Bei der Berechnung der Windlast als veränderliche Last Q sind mehrere Faktoren zu berücksichtigen. Der charakteristische Wert des Winddrucks im Arbeitszustand beträgt 250 N/m² (entspricht einer Windgeschwindigkeit von ca. 20 m/s, Windstärke 7–8). Im Nichtarbeitszustand wird der Winddruck aus der örtlichen Extremwindgeschwindigkeit mit 50-jähriger Wiederkehrperiode abgeleitet (in Küstenregionen bis zu 1500 N/m², im Binnenland meist 500–800 N/m²). Der Windlastkoeffizient C in der Berechnungsformel Fw = C × q × A wird anhand der Querschnittsform des Bauteils bestimmt – für Kastenträger (Rechteckquerschnitt) 1,3–1,6, für Fachwerkbauart aus Stahlrohren (Kreisquerschnitt) 0,7–1,0, für Stützbeine (I-Profil oder Kastenprofil) 1,0–1,3. Die angeströmte Fläche A ergibt sich aus der projizierten Fläche der tatsächlichen Kontur des Bauteils multipliziert mit einem Füllfaktor von 0,4–0,6 (zur Berücksichtigung der Aussparungen bei Gitter- und Fachwerkkonstruktionen). Die Ungleichmäßigkeit der Winddruckverteilung über die Höhe wird berücksichtigt: Pro 10 m Höhenzunahme über dem Boden steigt der Winddruck um 2 %.

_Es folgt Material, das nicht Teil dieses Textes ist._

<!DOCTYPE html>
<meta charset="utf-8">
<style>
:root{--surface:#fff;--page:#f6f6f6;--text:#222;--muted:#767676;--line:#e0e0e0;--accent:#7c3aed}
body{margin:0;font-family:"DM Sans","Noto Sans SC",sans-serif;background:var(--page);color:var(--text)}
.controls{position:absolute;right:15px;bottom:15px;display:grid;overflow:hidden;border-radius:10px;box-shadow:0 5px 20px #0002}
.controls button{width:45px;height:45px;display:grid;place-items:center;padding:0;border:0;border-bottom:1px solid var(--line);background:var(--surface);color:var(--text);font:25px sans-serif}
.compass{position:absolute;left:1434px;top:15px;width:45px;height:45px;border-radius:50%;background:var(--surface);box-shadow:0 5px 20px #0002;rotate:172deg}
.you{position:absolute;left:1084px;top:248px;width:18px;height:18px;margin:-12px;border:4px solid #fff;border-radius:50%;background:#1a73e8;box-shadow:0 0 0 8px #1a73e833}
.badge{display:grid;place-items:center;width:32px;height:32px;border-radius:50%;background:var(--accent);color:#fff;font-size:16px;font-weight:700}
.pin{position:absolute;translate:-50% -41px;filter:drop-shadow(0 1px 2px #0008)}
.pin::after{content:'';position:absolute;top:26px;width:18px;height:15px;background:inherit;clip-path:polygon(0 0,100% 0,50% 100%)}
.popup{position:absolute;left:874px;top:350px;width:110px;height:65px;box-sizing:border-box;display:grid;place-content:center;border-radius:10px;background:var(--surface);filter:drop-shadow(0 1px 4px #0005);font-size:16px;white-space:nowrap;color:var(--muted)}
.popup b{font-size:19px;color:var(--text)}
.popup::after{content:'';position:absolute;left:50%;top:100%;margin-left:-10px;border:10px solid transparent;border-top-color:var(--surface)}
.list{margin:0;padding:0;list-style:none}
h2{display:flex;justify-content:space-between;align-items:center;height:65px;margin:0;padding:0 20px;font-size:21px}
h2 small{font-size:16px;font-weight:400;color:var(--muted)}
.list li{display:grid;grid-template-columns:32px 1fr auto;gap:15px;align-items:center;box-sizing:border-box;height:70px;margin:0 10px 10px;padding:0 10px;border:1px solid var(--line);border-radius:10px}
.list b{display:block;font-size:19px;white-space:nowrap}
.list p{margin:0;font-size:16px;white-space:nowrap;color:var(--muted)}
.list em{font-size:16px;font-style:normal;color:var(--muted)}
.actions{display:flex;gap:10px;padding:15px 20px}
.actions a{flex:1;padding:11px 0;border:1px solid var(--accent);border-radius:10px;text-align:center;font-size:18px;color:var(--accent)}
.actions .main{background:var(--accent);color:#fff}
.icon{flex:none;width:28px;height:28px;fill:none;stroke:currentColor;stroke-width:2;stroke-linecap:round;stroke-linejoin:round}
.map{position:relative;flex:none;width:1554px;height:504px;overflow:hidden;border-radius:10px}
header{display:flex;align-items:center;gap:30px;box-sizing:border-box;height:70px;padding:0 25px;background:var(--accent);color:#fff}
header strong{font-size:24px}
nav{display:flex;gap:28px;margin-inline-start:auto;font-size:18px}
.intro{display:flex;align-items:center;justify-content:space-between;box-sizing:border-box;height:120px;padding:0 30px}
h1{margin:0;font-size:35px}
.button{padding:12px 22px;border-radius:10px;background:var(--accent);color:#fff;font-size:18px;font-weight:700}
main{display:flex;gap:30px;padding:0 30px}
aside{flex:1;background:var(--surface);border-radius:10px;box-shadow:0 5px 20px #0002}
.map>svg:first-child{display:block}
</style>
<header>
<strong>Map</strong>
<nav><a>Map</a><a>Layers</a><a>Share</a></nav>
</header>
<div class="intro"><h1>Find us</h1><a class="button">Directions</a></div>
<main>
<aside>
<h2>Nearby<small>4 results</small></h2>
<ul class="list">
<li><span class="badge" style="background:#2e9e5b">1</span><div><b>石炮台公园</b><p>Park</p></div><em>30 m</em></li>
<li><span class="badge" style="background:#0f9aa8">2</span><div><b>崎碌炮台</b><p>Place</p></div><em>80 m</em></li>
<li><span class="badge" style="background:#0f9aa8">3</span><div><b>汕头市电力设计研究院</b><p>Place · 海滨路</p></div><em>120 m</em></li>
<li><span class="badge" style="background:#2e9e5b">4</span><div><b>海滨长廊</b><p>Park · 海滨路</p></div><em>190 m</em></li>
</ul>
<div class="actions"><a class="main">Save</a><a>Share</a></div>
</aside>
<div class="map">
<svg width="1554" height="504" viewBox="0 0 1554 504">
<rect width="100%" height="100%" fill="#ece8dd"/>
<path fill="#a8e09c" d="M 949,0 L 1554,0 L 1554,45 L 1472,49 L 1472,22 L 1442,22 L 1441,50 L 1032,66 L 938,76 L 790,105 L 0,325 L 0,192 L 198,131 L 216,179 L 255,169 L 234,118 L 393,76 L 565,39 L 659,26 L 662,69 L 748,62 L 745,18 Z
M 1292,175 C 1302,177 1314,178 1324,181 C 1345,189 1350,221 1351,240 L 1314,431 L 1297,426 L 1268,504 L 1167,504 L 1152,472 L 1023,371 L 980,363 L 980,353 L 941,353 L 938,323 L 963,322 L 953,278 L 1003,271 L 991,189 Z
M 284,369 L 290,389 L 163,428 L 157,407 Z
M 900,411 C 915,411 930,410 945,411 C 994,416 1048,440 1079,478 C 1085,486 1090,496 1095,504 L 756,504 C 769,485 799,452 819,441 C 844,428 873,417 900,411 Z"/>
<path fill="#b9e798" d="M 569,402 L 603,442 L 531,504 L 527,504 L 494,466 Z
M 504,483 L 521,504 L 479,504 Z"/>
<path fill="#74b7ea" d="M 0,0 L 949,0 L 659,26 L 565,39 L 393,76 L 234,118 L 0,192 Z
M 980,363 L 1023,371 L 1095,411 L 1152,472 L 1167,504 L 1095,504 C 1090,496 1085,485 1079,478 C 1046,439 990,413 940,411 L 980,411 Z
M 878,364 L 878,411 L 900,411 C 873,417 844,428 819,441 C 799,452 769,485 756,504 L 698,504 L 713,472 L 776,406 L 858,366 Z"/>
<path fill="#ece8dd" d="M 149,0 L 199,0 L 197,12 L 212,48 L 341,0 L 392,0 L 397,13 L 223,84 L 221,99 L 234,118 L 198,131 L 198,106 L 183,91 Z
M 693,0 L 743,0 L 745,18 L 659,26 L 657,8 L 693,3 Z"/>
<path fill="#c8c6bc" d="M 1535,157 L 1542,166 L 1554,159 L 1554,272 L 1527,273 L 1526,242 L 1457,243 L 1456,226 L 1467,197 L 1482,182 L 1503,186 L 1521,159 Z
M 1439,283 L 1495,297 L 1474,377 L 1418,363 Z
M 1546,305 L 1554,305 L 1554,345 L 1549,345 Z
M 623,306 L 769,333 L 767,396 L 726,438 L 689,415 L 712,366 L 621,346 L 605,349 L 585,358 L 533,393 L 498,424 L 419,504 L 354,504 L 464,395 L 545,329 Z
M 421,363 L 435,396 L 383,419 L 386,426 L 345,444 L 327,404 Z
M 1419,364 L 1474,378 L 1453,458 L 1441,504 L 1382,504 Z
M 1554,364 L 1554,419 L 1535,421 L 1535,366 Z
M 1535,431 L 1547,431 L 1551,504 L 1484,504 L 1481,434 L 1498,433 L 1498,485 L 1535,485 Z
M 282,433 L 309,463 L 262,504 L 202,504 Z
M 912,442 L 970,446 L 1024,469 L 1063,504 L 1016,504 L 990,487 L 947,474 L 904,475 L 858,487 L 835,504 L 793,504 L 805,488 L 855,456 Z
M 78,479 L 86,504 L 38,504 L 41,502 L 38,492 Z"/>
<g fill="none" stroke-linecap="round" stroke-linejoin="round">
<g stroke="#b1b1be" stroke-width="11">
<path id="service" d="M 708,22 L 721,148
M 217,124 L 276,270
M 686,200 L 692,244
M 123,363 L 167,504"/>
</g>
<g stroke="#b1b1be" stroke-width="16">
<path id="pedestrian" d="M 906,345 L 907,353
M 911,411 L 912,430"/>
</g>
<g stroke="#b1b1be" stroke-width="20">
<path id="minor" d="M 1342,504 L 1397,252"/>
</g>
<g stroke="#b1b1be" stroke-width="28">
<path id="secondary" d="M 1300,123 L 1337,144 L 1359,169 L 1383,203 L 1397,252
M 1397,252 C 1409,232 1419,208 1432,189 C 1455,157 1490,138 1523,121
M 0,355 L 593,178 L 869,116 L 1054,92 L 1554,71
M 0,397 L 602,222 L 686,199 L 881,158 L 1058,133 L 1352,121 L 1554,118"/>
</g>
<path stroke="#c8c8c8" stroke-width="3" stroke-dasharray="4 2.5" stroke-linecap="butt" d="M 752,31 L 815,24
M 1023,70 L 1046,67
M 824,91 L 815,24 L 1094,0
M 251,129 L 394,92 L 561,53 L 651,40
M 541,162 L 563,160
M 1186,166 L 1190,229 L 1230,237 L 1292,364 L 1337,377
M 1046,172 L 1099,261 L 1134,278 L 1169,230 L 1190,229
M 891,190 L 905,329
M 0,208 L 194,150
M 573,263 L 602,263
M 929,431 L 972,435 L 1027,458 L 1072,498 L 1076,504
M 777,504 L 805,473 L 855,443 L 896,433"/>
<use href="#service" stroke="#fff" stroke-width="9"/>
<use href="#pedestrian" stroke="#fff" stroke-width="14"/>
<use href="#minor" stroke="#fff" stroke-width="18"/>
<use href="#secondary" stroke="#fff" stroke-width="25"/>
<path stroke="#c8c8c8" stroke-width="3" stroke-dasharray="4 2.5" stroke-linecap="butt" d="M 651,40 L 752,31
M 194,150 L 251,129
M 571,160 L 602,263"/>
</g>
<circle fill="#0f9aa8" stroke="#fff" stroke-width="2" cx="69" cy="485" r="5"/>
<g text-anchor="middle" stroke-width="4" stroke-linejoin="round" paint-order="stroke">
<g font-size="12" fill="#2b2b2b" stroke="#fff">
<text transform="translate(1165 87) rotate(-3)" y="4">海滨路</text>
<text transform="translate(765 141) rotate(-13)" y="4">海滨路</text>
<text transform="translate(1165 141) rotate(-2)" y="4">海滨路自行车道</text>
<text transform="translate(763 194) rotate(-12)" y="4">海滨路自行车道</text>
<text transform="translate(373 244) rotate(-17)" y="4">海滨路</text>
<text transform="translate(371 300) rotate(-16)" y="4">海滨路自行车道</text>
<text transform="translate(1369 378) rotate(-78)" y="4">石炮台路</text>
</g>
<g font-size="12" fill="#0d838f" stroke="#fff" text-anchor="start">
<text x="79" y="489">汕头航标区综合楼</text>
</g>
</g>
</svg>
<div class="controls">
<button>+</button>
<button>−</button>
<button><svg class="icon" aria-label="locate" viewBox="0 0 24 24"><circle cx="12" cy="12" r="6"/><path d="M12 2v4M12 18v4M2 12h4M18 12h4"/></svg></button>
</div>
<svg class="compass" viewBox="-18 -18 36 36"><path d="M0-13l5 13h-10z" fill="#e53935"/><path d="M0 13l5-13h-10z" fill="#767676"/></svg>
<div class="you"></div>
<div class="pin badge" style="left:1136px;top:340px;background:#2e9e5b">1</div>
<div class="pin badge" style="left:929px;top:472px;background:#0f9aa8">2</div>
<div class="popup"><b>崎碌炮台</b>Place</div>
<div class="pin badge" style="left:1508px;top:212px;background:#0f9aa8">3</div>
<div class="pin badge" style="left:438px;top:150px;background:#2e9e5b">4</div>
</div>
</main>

Häufige Fragen zur Lastberechnung

F: Lastklassifizierung?

A: Ständige Last G, veränderliche Last Q (hängende Last/Windlast/Stoß), außergewöhnliche Last A. Besonderheiten: Schrägstellung der Stützbeine, Klemmkraft 10 % der Radlast, Auslenkung 5 %–10 %. Dynamischer Lastfaktor 1,1–1,3.

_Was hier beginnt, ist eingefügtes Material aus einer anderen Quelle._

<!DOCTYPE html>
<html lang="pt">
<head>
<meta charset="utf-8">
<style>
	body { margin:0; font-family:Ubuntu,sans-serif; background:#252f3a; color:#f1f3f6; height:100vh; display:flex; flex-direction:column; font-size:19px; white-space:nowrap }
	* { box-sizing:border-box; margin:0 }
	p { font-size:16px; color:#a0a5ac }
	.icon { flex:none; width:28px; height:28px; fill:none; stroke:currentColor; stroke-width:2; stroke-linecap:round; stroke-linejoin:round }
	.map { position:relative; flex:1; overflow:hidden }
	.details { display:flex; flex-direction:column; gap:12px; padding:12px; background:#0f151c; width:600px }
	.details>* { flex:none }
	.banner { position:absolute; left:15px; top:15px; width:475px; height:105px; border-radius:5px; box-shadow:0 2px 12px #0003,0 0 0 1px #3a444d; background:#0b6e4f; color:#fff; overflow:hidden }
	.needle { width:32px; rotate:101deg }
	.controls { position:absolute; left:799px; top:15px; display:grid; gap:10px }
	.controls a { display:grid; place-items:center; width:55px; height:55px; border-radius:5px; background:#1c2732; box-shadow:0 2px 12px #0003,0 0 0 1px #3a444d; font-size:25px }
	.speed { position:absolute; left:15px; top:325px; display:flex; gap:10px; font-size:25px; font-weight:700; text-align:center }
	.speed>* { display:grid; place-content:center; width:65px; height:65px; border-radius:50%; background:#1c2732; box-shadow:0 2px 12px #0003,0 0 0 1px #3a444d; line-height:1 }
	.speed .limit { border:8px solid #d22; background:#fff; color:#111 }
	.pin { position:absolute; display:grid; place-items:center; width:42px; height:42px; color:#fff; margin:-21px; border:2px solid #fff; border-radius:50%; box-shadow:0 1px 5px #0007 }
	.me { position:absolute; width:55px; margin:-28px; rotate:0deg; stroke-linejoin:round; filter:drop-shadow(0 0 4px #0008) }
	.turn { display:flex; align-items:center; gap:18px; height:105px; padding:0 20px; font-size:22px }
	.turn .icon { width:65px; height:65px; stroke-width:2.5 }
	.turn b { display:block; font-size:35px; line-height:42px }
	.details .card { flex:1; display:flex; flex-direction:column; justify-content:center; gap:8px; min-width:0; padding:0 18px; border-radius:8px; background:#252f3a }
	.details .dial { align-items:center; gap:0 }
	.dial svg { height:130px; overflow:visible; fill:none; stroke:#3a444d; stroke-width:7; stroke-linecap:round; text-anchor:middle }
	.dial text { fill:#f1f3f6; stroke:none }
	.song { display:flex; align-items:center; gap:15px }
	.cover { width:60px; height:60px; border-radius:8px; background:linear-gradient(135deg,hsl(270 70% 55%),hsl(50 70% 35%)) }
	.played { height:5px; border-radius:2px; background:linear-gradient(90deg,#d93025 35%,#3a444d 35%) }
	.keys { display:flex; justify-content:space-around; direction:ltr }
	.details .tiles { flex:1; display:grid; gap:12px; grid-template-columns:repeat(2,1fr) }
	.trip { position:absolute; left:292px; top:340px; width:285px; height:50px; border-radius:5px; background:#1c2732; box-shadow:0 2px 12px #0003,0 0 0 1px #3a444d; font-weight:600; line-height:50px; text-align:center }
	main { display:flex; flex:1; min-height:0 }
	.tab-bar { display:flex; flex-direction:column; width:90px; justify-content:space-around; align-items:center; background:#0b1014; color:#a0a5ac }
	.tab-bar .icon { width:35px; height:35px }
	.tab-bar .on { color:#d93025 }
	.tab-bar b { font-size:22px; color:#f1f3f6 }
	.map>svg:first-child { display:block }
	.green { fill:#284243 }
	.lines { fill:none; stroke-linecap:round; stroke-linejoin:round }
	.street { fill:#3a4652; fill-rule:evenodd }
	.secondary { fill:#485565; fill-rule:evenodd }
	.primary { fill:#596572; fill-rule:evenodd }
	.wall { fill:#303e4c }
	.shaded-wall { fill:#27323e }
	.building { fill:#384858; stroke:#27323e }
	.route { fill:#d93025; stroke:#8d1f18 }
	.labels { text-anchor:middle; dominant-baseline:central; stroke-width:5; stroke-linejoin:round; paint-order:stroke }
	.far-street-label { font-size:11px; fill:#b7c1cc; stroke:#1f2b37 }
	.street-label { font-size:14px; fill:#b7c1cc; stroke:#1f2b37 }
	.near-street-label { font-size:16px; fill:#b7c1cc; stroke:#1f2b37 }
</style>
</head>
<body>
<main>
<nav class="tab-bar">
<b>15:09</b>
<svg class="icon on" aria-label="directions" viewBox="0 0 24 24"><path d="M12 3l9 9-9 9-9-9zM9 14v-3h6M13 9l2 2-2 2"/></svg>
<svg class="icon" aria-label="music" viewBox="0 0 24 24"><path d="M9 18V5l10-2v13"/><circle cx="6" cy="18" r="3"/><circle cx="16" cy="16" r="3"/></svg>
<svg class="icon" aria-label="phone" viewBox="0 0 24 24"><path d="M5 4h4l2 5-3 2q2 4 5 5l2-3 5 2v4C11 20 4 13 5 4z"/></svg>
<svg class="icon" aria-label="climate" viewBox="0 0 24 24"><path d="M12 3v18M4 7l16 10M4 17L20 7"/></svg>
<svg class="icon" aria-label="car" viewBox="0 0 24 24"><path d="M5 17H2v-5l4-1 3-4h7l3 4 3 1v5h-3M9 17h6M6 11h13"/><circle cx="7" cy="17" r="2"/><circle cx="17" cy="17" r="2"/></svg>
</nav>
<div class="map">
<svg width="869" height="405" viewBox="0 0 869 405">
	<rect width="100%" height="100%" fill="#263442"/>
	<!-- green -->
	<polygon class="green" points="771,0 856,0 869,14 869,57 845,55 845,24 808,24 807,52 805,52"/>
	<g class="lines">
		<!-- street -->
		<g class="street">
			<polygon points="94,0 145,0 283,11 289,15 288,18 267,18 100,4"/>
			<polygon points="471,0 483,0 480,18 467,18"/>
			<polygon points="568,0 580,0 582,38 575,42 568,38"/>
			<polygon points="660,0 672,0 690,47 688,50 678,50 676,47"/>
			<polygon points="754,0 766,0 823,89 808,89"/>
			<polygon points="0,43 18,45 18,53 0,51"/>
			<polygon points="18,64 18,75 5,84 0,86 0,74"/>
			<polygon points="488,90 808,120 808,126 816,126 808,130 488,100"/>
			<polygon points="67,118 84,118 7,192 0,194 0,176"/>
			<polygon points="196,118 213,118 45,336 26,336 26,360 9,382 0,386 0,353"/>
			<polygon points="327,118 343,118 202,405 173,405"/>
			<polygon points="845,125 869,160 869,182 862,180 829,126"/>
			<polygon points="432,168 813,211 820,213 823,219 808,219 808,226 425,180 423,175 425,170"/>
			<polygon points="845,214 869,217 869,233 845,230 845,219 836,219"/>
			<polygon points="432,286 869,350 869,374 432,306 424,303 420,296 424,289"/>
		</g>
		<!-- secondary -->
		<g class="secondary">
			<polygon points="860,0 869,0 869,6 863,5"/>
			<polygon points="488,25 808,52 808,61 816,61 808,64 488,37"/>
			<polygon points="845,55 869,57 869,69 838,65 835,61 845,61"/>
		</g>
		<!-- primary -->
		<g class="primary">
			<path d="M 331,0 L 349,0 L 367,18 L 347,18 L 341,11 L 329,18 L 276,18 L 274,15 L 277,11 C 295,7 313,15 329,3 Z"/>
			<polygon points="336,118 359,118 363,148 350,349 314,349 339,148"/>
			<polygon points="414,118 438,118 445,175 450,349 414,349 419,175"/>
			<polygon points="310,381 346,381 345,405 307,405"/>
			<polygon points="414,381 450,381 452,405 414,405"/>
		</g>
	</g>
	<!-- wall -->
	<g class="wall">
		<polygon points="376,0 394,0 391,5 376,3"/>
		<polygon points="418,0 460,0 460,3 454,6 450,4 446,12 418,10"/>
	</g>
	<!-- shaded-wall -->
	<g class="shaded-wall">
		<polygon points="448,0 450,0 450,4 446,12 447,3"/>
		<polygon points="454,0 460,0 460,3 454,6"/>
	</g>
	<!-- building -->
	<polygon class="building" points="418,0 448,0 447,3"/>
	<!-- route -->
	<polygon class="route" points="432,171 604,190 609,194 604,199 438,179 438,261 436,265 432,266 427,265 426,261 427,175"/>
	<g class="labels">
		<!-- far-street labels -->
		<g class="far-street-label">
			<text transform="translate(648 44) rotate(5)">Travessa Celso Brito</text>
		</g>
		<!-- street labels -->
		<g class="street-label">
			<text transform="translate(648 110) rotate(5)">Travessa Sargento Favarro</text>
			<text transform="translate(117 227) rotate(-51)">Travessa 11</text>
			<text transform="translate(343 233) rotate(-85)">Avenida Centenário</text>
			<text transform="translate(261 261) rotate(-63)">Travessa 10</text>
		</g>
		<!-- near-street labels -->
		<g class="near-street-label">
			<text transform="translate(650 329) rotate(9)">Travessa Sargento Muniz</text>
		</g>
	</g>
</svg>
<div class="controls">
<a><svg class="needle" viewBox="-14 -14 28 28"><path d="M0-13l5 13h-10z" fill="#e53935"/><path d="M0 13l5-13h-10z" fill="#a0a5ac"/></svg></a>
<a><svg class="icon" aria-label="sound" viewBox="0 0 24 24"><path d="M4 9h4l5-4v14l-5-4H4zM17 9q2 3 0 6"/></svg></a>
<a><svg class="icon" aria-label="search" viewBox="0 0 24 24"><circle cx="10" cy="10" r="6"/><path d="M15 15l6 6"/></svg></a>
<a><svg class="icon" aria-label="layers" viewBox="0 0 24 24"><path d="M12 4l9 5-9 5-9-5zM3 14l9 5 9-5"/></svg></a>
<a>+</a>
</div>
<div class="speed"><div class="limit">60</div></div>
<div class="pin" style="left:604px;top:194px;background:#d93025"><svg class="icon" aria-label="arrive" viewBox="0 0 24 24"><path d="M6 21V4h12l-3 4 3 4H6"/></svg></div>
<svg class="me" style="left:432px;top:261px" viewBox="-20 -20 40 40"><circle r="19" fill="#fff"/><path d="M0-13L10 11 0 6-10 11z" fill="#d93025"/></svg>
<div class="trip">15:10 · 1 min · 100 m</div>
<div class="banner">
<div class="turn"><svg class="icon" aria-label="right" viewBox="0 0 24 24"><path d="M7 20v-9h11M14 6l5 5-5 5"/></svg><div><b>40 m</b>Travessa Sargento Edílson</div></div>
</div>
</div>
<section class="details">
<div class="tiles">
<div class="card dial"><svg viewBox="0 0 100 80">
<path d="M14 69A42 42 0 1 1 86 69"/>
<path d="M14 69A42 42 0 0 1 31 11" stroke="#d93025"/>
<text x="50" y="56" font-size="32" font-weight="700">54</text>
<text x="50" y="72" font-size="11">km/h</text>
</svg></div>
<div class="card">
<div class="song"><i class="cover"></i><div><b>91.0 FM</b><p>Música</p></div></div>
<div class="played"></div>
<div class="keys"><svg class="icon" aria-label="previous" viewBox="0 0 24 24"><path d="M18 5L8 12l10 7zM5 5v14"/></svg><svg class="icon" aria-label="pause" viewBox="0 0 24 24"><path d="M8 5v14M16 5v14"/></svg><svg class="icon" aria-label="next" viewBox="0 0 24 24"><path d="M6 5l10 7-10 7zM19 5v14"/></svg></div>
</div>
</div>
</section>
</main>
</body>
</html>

F: Teilsicherheitsbeiwerte?

A: γG = 1,2/1,0, γQ = 1,5, ψ = 0,6–0,7. Für Stahl γM = 1,0–1,1, für Schweißnähte γM = 1,15–1,25. Für Montage γQ = 1,3.

F: Lastkombinationen?

A: Arbeitszustand γG × G + γQ × Q + ψW, Nichtarbeitszustand G + Wmax, Montage G + Q × 1,3, außergewöhnlich G + A + ψQ. σd ≤ fd/γM.

F: Prüfung von Fundament und Schiene?

A: Fundamentsetzung halbjährlich, Schiene monatlich, Schrauben monatlich, Erdung halbjährlich. Portalkrane von Kelude werden für alle Lastkombinationen bemessen.